Mau Sampaikan Permohonan Maaf, La Nyalla Inging Bertemu Prabowo
Jum'at, 11 Oktober 2019 15:52 WIB
JAKARTA - Ketua Dewan Perwakilan Daerah (DPD) La Nyalla Mahmud Mattalitti mengungkapkan niatnya untuk bisa bertemu Ketua Umum Partai Gerindra Prabowo Subianto. Keinginan tersebut telah dia sampaikan kepada Sekjen Partai Gerindra Ahmad Muzani saat pelantikan pimpinan MPR, 3 Oktober lalu."Tinggal satu utang saya, saya ingin bertemu Pak Prabowo, mau minta maaf," kata La Nyalla seperti dilansir GoNews.co dari Tim Blak-blakan detikcom.

Ia mengaku pernah bersitegang dengan Prabowo terkait keinginannya mendapatkan rekomendasi menjadi calon Gubernur Jawa Timur. Tapi Prabowo rupanya kurang berkenan. Akibatnya, Ketua Pemuda Pancasila Jawa Timur itu marah. Pada Januari 2018, dia menuding bahwa rekomendasi tak diberikan karena dirinya tak memberikan sejumlah uang yang disyaratkan.

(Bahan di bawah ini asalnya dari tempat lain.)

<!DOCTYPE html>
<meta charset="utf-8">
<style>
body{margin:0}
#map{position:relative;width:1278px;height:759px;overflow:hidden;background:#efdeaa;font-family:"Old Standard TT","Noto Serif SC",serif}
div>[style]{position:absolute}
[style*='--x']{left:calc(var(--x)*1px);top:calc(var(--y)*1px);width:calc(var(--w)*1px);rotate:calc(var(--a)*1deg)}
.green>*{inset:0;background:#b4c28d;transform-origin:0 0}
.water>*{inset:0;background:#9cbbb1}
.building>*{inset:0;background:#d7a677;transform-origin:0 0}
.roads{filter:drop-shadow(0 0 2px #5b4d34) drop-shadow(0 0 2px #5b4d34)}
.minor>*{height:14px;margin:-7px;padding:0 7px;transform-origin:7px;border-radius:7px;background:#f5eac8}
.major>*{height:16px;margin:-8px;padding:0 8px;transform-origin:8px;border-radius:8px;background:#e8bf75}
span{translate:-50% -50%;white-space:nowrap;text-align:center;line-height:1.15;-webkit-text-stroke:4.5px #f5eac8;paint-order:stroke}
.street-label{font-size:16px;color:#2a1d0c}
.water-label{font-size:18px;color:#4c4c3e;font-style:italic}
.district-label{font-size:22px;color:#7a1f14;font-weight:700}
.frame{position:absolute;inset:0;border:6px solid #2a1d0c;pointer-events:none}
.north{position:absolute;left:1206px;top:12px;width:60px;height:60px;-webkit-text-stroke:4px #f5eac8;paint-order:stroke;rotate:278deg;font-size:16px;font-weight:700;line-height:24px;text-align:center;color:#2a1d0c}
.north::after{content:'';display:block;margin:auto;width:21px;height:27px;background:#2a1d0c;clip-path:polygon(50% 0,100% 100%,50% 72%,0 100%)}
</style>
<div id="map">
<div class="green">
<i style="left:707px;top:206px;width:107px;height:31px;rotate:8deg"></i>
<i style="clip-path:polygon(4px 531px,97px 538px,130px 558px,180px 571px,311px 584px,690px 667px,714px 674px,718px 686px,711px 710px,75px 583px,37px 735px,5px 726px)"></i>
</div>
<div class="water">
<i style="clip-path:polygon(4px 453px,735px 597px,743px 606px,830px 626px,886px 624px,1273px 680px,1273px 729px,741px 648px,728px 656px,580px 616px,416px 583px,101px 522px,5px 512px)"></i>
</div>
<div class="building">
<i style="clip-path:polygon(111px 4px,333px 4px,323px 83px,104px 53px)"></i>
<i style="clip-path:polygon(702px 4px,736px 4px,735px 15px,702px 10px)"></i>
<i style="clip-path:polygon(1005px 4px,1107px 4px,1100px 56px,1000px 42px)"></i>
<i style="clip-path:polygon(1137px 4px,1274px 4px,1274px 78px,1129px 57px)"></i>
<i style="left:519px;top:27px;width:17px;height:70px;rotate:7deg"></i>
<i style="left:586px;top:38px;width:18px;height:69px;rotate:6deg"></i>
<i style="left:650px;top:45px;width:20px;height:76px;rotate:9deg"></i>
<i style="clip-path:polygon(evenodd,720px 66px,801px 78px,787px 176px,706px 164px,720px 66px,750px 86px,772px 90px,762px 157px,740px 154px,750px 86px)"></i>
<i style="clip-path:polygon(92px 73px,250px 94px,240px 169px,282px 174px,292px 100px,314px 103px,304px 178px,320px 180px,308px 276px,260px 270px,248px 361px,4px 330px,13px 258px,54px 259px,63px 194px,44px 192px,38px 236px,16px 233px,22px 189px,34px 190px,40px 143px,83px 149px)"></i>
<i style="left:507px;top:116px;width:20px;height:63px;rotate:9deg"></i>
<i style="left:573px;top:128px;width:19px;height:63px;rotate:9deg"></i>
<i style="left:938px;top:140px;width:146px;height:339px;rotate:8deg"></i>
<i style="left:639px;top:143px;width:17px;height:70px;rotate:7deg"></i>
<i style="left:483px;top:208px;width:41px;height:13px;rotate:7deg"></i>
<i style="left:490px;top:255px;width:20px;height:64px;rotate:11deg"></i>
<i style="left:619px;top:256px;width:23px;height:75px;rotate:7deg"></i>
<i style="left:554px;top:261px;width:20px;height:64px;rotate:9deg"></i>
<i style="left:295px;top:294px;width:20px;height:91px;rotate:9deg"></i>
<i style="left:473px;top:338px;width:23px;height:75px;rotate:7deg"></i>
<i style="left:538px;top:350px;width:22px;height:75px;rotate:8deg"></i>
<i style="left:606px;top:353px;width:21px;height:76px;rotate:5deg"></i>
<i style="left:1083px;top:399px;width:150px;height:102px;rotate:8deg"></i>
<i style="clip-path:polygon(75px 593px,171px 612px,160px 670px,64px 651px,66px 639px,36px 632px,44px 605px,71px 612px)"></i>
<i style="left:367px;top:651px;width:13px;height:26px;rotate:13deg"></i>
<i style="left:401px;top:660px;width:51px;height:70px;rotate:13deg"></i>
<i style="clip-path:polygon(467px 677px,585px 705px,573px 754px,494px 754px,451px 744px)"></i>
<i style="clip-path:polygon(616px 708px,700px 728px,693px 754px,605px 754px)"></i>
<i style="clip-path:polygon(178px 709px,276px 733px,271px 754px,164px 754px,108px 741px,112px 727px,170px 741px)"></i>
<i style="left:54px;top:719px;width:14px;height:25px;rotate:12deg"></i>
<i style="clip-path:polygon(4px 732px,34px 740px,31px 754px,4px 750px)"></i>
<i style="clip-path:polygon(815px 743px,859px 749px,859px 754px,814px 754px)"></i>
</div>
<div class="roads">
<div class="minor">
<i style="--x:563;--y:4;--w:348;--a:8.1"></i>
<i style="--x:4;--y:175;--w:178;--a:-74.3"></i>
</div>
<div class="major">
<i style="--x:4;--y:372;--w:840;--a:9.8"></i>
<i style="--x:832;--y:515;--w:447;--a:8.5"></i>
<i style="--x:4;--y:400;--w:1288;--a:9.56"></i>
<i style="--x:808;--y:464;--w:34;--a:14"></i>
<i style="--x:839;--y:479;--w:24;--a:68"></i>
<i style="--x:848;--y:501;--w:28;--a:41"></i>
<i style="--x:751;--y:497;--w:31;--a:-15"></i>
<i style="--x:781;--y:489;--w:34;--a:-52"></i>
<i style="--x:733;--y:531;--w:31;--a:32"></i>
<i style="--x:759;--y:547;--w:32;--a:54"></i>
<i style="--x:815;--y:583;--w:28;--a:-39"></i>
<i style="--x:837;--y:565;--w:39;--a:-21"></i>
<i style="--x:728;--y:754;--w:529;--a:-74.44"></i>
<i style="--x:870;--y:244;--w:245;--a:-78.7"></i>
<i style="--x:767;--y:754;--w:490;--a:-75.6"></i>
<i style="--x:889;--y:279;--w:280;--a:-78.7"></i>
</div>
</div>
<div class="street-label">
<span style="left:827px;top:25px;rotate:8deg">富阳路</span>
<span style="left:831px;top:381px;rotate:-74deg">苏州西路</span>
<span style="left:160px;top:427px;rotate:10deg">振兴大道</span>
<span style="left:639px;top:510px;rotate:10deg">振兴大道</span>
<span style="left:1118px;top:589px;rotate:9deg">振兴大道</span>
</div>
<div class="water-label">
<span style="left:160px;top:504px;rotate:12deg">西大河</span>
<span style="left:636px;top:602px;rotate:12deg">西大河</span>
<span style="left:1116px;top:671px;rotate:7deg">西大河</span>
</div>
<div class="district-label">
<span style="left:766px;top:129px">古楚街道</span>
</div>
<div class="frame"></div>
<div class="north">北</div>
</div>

"Iya, dulu saya memang pernah bikin ribut tapi itu emosional saja," kata La Nyalla seraya mengisyaratkan agar isu tersebut tak diungkit-ungkit lagi. Sebab, kata dia, Tuhan ternyata punya rencana lain yang lebih baik untuk dirinya.

Berkat tak mendapatkan rekomendasi untuk ikut pemilihan gubernur, akhirnya lelaki kelahiran 10 Mei 1959 itu banting setir mencalonkan diri sebagai anggota DPD. Dia meraih suara terbanyak kedua di Jawa Timur dengan jumlah 2,2 juta dukungan. Tak cuma itu, dia juga terpilih menjadi Ketua DPD 2019-2024.

"Semua itu sudah ada ketentuannya dari Allah. Ada takdirnya dan rezeki orang itu tak akan tertukar," ujarnya.

Saat ditanya apa yang akan disampaikan kepada Prabowo selain meminta maaf, La Nyalla menyatakan pertemuannya kelak sebagai ajang pembuktian kepada Prabowo. "Saya ingin buktikan kepada Pak Prabowo bahwa saya bisa jadi orang tanpa harus melalui partai," ujarnya.

Pada bagian lain, Ketua Kadin Jawa Timur yang juga pernah memimpin PSSI itu juga mengungkapkan masa lalunya yang pahit. Termasuk dirinya yang kerap dicitrakan sebagai preman dan suka main dukun guna meraih berbagai jabatan.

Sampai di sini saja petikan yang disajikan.